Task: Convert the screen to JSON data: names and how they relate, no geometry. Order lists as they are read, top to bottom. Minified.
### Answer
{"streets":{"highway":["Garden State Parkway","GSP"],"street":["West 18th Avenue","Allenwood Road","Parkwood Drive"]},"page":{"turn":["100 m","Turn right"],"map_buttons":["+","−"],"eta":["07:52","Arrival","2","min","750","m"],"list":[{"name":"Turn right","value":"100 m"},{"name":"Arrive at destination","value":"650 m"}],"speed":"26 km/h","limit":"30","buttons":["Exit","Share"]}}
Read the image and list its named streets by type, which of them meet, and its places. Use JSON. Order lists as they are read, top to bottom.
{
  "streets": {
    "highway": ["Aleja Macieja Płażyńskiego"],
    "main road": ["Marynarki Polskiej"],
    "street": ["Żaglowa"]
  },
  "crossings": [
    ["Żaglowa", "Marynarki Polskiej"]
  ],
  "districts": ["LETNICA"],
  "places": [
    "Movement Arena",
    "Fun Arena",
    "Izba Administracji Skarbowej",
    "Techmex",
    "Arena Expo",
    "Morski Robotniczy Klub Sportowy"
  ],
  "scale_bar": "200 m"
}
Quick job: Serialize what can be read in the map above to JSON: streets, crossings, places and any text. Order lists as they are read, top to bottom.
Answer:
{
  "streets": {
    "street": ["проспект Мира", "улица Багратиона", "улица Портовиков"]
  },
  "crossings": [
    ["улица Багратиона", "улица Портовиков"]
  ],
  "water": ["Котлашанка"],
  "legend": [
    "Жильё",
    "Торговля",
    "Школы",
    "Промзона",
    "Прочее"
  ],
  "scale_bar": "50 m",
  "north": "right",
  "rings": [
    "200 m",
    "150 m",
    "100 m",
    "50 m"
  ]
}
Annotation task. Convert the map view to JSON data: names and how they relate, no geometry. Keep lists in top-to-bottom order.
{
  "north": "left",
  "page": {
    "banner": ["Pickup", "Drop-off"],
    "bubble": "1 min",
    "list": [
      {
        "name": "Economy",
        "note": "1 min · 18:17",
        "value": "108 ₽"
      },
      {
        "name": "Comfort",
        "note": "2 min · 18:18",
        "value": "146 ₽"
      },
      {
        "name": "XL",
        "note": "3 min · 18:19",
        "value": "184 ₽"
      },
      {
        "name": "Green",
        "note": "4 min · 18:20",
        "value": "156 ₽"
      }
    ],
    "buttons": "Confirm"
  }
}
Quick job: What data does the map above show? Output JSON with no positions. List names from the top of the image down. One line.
+ + +
WORK INSTRUCTIONS = Among the lines of the records, copy out each one that contains the word "above".

YOUR RESPONSE =
Quick job: Serialize what can be read in the map above to JSON: streets, crossings, places and any text. Order lists as they are read, top to bottom.
Quick job: What data does the map above show? Output JSON with no positions. List names from the top of the image down. One line.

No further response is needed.